12. National security and American foreign policy
“Walk softly and carry a big stick.”
Are you comfortable with the American President having the power to decide — or feeling the pressure from treaties that decide for him/her — when to send American troops? Shouldn’t we stay disengaged unless Congress declares war, as the Constitution prescribes? Armies do not keep the peace. They wage war — until the enemy sues for peace. It has been a long run as the world’s policeman, but probably time to let other alliances work out their own regional issues.
We need to build a defense shield, a Reagan-esque “Star Wars,” with the same diligence and urgency by which we sent people to the moon. This will allow us to stay out of many conflicts.
Some nations have such instability and history of turmoil that they cannot be trusted with nuclear weapons. The prevention of their acquiring those weapons raises very difficult issues. Does anyone want to see the Nuclear Club grow in membership? North Korea and Pakistan are substantial members already — and their instability is profound. Will China stop flexing its muscles in the Far East? Japan needs to be free to work that out. South Korea is going to have to talk it over with the North. They may have to fight it out, but I don’t want my grandchildren doing it.

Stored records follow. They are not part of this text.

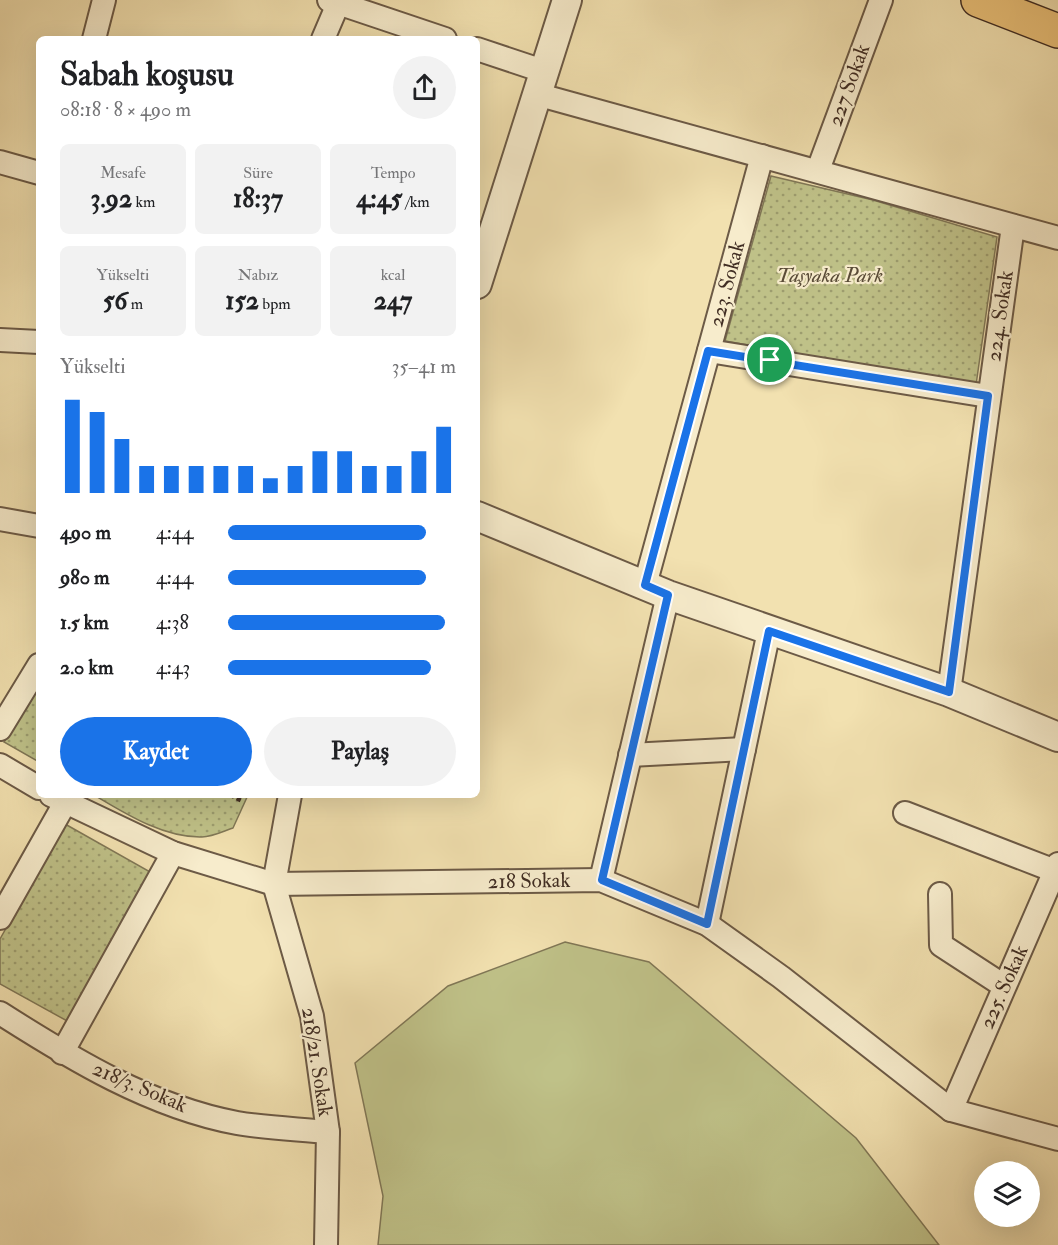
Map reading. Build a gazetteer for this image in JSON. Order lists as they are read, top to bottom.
{
  "streets": {
    "street": [
      "227 Sokak",
      "223. Sokak",
      "224. Sokak",
      "218 Sokak",
      "225. Sokak",
      "218/21. Sokak",
      "218/3. Sokak"
    ]
  },
  "crossings": [
    ["223. Sokak", "218 Sokak"],
    ["218 Sokak", "225. Sokak"],
    ["218 Sokak", "218/21. Sokak"],
    ["218/21. Sokak", "218/3. Sokak"]
  ],
  "parks": ["Taşyaka Park"],
  "page": {
    "heading": ["Sabah koşusu", "08:18 · 8 × 490 m"],
    "stats": [
      ["Mesafe", "3.92 km"],
      ["Süre", "18:37"],
      ["Tempo", "4:45 /km"],
      ["Yükselti", "56 m"],
      ["Nabız", "152 bpm"],
      ["kcal", "247"]
    ],
    "chart": ["Yükselti", "35–41 m"],
    "list": [
      {
        "name": "490 m",
        "note": "4:44"
      },
      {
        "name": "980 m",
        "note": "4:44"
      },
      {
        "name": "1.5 km",
        "note": "4:38"
      },
      {
        "name": "2.0 km",
        "note": "4:43"
      }
    ],
    "buttons": ["Kaydet", "Paylaş"]
  }
}
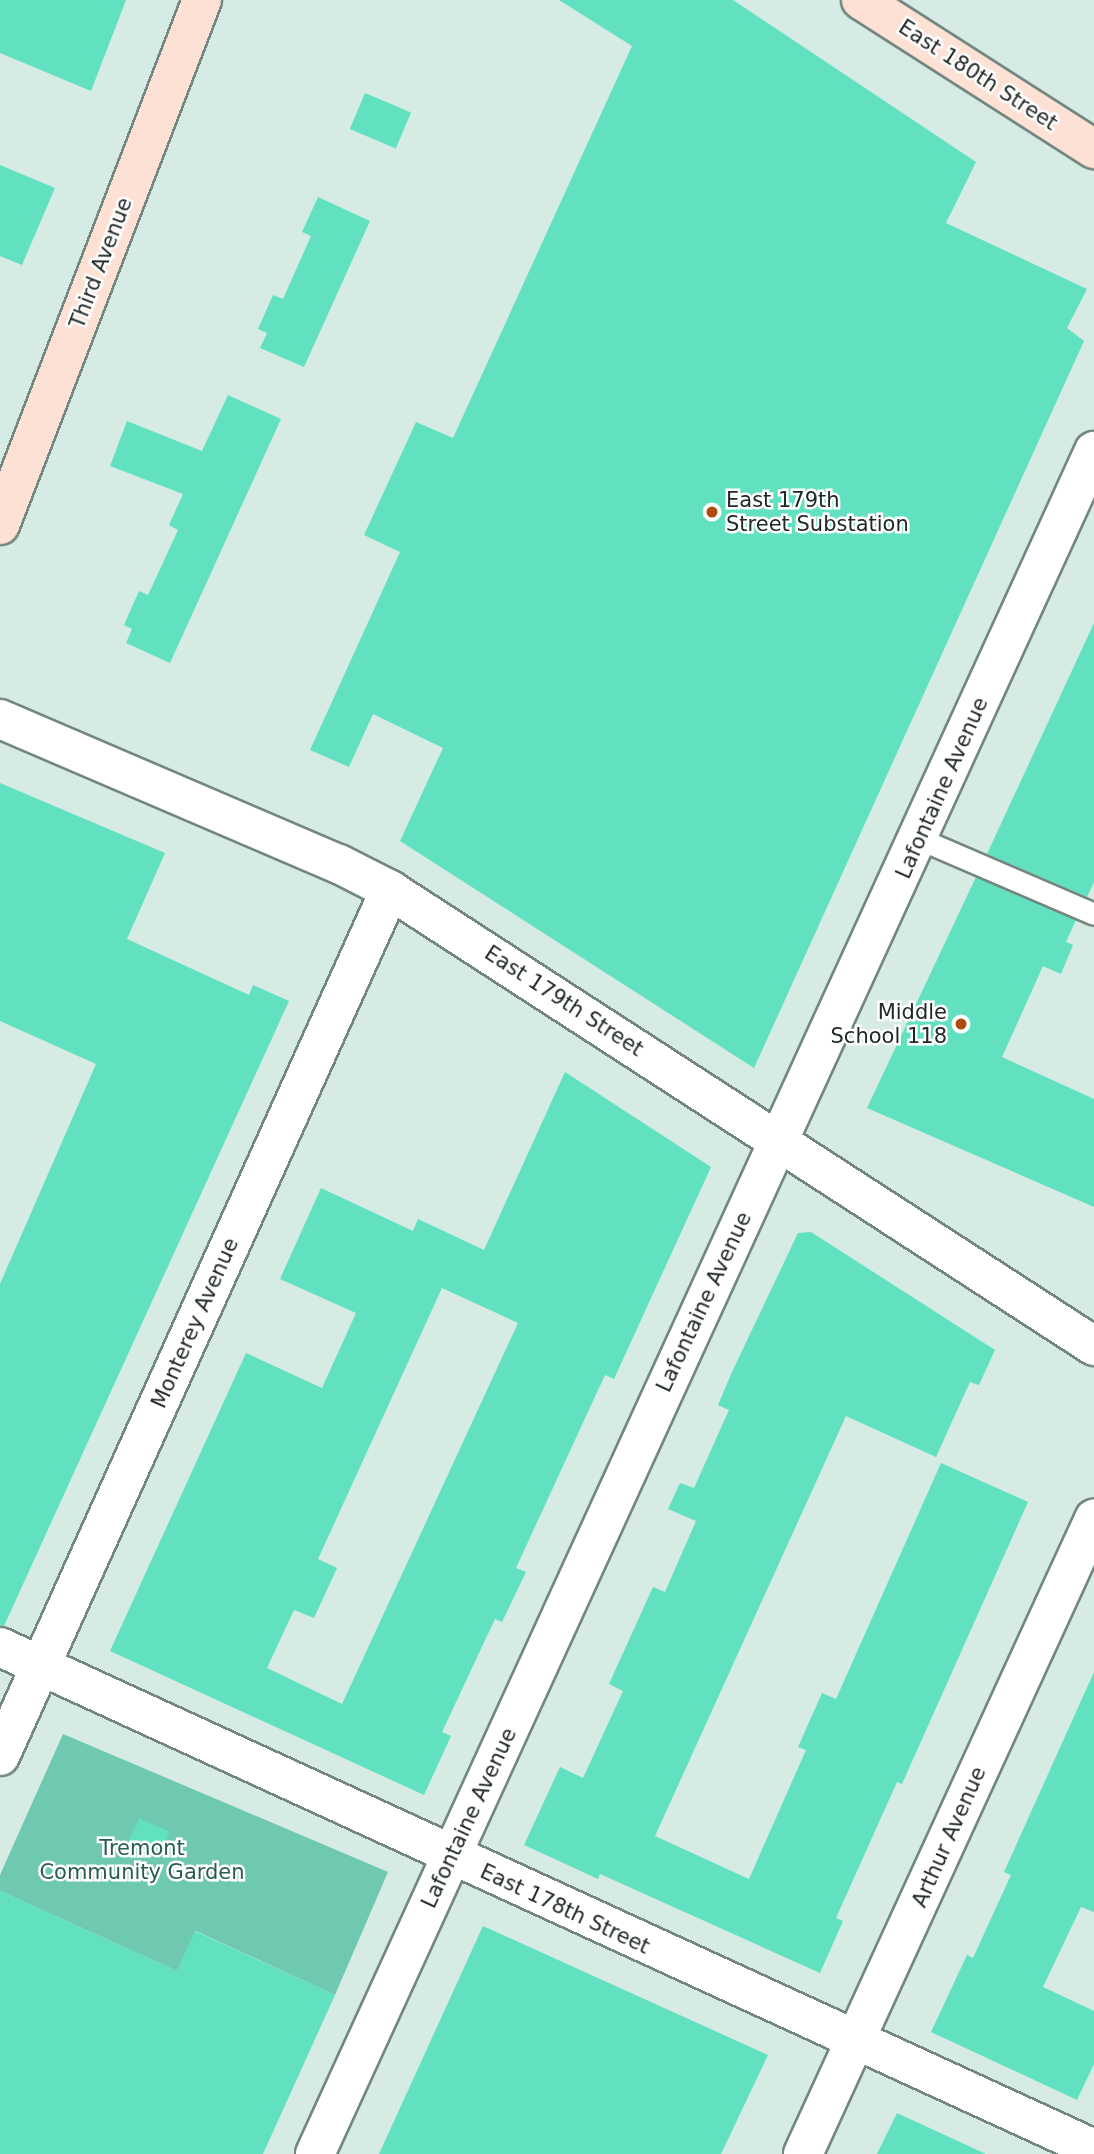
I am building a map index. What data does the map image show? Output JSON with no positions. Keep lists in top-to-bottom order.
{
  "streets": {
    "main road": ["East 180th Street", "Third Avenue"],
    "street": [
      "Lafontaine Avenue",
      "East 179th Street",
      "Monterey Avenue",
      "Arthur Avenue",
      "East 178th Street"
    ]
  },
  "crossings": [
    ["Lafontaine Avenue", "East 179th Street"],
    ["Lafontaine Avenue", "East 178th Street"],
    ["East 179th Street", "Monterey Avenue"],
    ["Monterey Avenue", "East 178th Street"],
    ["Arthur Avenue", "East 178th Street"]
  ],
  "parks": ["Tremont Community Garden"],
  "places": ["East 179th Street Substation", "Middle School 118"]
}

The Asian hegemony might gain by appreciating Mutually Assured Destruction within their region. I’m sure the Chinese would treat a threat from Japan far more seriously than they would a threat from the USA. They have a little more history with each other. China needs to deal with serious negotiators from their own neighborhood. Let Japan and S. Korea and Taiwan arm themselves. We’ll see a more responsive China.

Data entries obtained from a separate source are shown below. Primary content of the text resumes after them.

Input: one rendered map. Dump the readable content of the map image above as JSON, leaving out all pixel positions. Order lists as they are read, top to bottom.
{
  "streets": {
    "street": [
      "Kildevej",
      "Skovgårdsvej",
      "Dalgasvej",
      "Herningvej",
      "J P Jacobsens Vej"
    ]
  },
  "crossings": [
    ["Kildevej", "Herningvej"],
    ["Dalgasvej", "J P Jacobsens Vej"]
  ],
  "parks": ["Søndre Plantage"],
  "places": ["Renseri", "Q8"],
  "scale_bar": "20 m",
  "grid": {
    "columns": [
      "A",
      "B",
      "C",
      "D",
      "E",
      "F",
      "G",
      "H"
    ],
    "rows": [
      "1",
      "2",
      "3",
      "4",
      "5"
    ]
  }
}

We have punished Germany and Japan long enough. Let them manage their own defense.
Do not try and resolve the animosity of Sunnis and Shi’ites. No amount of American firepower or military pressure is going to make them like each other. The loss of American life trying to get them to do so has been a tragically wasteful expenditure. To neglect the historical and religious contexts of their dispute is to conduct foreign policy by emotion.
We ended our dependence on foreign oil and must never go back to dependency.
13. Electoral reform: until there’s a complete accounting of Zuckerberg’s 400 million dollar insertion into the grassroots of the November 2020 election, no one should say anything about the ethics of it. Get Big Money out of our elections!
My fellow Old Democrats, if you can help me identify and recruit young, clear-minded (Trump and Biden are septuagenarian marvels, if you’ll stop to find a little grace), charismatic, energetic (campaigns must be exhausting), and, above all, common-sensical New Democrats, we have a political party to refashion. Our democracy needs the wisdom that the Middle provides. To the helm!